Hi again folks:
Many thanks for everyone's replies this week!
We figured it out here with y'all's help, & so I wanna share back what we
learned. Like folks suggested, the problem was some combination of line
breaks, commas & double quotes inside values. Maintaining the
breaks/characters isn't important for us. So I used OpenRefine to "trim
leading & trailing whitespace" & "collapse consecutive whitespace" at our
very messy OCR transcript column to clean it up some. & then used find &
replace at Excel to replace the breaks, commas & double quotes. & success!
đź‘Ťđź‘Ť
Thanks again for everyone's replies & personal messages & help!
Y'all are great folks. 🙏🙏
Cheers all,
Max
Maxwell Gray
https://maxgray20.com
On Tue, Jan 17, 2023 at 10:49 AM Geoffrey Spear <[log in to unmask]>
wrote:
> Nitpick: RFC 7111 (the standard for CSV files in MIME, although, as noted
> by others in this thread, CSV in practice might as well not have a standard
> at all since different tools feel free to do whatever the heck they want)

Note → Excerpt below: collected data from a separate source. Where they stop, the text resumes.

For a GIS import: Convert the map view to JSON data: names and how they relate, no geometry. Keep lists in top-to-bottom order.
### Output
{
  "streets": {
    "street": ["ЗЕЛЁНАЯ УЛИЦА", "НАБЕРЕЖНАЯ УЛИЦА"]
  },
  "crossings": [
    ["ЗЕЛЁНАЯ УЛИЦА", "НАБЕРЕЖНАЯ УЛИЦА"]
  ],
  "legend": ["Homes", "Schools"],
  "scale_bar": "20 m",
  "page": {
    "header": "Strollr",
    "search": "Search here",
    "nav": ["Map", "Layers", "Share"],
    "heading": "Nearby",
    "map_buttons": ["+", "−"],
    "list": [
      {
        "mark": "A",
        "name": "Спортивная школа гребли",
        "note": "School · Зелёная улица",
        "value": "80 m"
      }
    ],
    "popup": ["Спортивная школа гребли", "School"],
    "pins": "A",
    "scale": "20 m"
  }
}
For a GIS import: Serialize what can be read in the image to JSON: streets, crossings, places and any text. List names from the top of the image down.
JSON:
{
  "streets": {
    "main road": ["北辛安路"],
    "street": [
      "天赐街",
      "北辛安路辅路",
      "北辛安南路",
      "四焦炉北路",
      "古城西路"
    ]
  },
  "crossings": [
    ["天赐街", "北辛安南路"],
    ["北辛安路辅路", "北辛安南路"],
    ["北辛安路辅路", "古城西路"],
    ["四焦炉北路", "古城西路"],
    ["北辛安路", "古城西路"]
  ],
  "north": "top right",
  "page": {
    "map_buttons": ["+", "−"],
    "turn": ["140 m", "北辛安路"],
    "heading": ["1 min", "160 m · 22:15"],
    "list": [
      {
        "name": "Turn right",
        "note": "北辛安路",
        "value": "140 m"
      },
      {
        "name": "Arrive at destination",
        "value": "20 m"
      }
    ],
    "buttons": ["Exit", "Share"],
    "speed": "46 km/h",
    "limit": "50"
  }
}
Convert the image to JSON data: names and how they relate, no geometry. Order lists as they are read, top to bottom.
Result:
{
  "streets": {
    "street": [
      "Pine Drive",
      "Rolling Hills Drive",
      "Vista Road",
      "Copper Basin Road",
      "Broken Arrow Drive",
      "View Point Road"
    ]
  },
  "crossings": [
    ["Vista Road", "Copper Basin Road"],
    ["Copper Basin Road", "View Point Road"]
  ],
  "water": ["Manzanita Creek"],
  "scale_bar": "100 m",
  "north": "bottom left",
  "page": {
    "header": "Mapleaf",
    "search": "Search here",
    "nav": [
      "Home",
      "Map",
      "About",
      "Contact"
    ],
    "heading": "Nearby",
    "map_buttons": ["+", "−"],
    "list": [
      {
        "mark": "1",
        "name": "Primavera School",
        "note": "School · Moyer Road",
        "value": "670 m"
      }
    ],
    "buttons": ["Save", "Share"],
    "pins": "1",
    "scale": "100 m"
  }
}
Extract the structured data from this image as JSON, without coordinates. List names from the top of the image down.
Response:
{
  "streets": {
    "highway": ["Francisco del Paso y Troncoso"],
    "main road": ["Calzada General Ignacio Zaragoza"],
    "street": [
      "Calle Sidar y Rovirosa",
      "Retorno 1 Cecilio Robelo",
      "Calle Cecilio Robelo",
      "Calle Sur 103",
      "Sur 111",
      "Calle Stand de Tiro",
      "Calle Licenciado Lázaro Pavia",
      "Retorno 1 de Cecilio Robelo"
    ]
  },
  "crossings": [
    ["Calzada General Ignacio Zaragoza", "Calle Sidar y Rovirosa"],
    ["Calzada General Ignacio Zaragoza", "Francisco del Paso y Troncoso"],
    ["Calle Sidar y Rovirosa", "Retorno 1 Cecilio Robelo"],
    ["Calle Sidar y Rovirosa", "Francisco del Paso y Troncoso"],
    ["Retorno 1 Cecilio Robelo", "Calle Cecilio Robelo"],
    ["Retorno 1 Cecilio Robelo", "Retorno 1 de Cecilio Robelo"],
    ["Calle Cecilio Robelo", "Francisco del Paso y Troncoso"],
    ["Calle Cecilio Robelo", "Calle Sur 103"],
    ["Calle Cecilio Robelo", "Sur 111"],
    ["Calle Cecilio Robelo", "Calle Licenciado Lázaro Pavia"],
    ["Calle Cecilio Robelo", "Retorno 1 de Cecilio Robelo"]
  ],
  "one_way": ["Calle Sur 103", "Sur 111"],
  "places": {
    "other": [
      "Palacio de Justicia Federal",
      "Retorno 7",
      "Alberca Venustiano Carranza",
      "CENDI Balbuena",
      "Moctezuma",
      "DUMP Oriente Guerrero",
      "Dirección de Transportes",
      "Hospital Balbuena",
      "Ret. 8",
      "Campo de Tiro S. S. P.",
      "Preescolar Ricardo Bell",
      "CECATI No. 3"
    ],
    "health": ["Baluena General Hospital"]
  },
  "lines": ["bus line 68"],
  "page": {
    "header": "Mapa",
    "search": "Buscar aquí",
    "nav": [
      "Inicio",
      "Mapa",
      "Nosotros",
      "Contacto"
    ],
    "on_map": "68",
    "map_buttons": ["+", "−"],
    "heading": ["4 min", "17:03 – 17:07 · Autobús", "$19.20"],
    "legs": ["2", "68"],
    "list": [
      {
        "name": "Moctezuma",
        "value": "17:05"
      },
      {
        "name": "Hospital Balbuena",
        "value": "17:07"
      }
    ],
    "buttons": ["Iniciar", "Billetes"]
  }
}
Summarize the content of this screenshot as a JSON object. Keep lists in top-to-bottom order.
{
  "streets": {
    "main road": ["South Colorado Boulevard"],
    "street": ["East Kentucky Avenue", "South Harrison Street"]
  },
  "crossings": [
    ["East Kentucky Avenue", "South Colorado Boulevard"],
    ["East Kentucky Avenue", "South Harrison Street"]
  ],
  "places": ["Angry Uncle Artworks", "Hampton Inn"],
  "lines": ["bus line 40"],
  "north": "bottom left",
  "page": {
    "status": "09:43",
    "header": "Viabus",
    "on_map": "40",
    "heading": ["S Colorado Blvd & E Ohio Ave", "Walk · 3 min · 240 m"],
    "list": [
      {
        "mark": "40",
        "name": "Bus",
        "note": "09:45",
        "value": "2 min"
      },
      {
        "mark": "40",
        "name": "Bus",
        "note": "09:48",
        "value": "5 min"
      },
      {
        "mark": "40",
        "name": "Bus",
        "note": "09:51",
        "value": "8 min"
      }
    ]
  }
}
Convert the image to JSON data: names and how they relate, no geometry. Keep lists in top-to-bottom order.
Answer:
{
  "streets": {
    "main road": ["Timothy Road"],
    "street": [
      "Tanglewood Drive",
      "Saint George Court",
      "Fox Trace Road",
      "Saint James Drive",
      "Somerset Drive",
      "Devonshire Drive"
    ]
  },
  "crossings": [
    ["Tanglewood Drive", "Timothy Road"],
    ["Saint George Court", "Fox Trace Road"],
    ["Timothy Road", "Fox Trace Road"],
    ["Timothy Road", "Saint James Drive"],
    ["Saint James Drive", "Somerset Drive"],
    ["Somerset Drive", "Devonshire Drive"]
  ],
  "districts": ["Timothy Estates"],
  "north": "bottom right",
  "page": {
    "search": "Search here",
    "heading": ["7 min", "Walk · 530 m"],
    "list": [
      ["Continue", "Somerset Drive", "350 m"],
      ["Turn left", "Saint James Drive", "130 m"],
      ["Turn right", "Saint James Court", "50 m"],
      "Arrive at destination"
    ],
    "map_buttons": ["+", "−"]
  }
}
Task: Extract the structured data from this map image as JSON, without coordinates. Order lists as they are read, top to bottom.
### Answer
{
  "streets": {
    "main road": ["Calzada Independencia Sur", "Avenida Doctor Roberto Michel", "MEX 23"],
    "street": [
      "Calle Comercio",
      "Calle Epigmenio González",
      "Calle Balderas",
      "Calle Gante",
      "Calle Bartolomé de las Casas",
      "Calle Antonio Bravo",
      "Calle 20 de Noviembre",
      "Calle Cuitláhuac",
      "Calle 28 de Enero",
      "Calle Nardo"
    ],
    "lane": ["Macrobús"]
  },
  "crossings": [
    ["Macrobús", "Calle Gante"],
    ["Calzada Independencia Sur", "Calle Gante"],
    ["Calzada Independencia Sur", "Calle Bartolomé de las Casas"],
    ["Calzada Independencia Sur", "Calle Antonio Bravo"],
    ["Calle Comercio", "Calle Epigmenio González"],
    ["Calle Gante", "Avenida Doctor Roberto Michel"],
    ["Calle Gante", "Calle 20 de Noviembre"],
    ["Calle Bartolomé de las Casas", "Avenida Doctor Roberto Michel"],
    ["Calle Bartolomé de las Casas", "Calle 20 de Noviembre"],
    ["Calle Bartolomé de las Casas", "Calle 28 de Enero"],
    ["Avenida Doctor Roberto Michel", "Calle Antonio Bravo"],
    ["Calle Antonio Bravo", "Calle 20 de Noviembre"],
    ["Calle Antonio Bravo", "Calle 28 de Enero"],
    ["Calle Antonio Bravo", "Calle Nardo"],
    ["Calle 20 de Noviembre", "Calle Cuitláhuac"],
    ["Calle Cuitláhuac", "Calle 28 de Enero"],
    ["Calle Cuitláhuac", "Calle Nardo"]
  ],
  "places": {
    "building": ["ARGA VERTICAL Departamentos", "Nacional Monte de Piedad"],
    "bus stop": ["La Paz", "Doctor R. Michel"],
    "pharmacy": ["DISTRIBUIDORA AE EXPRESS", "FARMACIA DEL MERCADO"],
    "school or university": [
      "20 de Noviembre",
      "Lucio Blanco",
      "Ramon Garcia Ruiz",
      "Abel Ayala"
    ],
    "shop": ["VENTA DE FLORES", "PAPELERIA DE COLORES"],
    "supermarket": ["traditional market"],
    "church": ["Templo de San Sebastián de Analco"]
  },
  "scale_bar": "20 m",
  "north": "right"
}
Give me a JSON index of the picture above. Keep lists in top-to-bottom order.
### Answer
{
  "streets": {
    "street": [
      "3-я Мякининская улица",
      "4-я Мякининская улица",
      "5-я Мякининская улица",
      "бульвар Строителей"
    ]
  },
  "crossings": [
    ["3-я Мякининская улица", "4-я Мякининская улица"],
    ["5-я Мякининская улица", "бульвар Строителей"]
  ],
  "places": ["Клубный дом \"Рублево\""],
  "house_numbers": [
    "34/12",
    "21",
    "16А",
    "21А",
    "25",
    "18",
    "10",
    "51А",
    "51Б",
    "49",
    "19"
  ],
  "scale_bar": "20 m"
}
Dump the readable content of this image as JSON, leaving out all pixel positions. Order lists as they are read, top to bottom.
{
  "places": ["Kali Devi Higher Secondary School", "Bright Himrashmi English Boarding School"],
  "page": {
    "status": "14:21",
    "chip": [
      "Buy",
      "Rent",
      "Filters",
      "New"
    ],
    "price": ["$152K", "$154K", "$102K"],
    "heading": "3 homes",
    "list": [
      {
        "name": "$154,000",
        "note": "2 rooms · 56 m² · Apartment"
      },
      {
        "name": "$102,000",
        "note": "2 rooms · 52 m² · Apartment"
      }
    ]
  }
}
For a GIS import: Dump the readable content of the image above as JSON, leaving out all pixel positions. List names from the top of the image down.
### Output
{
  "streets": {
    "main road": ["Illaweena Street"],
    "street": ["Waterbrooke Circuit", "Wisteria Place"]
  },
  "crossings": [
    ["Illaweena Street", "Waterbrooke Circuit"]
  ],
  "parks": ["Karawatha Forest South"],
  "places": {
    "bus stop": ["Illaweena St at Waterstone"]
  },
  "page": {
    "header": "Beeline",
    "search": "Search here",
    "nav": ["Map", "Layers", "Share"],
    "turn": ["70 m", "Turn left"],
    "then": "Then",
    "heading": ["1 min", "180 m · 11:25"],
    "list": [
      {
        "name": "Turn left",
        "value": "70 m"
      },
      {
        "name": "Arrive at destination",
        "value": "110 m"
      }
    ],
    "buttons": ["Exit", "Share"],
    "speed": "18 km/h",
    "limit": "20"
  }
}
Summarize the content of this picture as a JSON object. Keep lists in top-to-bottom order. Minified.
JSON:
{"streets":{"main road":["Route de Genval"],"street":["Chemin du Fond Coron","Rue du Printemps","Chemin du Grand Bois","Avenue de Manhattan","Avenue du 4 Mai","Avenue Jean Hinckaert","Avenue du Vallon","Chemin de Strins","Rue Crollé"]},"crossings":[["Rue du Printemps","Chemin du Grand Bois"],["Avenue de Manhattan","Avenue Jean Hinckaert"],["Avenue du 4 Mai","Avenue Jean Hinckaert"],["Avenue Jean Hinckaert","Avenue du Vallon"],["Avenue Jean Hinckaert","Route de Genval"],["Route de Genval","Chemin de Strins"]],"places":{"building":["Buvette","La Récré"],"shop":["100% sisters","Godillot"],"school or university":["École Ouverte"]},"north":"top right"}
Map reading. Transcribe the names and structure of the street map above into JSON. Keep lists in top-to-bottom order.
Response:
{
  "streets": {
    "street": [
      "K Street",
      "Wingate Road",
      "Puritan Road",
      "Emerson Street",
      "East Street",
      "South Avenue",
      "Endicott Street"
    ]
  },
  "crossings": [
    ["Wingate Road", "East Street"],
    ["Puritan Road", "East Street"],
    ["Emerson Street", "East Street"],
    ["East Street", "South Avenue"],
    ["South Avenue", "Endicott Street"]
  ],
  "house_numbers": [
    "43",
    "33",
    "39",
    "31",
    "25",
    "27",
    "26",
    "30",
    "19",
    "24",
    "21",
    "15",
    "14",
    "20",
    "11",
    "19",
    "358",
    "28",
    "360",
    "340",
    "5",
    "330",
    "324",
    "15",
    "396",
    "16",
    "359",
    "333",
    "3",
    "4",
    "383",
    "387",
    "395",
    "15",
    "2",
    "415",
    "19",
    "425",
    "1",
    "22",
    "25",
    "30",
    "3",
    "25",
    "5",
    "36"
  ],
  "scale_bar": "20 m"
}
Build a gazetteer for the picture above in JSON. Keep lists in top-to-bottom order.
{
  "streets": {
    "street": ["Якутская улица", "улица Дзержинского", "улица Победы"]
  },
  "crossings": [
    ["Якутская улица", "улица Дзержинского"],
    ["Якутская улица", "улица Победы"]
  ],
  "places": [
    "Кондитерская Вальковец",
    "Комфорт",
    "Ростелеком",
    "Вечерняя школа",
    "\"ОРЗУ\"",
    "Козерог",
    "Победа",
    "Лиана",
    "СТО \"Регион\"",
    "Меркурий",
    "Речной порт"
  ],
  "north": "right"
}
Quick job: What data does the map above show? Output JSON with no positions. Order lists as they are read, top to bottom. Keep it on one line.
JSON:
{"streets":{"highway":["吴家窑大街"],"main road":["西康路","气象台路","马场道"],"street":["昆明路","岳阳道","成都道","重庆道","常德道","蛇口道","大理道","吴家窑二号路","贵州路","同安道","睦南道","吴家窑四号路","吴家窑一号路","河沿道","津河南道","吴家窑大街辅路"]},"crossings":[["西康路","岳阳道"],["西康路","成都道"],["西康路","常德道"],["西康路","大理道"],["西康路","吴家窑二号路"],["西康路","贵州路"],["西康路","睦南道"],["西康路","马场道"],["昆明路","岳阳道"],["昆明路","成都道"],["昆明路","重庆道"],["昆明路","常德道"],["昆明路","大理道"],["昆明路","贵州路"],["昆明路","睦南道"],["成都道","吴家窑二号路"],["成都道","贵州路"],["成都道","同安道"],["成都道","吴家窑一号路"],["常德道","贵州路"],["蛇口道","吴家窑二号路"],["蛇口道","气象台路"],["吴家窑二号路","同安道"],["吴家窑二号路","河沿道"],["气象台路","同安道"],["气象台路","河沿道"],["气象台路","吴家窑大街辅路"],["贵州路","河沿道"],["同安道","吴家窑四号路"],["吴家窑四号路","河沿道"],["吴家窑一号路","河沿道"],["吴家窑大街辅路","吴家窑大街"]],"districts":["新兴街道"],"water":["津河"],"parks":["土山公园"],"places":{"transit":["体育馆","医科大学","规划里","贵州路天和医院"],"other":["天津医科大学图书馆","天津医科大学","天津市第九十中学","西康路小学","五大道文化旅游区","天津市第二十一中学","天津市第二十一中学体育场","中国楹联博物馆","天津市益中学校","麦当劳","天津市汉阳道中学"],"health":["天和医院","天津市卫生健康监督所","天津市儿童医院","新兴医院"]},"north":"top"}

> says to always use Windows-style line endings in CSV files (CRLF), whatever
> system you're on.
>
> I don't see any explicit line ending handling in the github repo you linked
> to, but other things will likely expect this ending (including, by not
> limited to, Python's csv library which also has some suggestions for usage
> to fix things.)
>
> CSVImport also seems to raise an entirely different error message if it
> thinks your file isn't UTF-8, but it doesn't hurt to verify in advance.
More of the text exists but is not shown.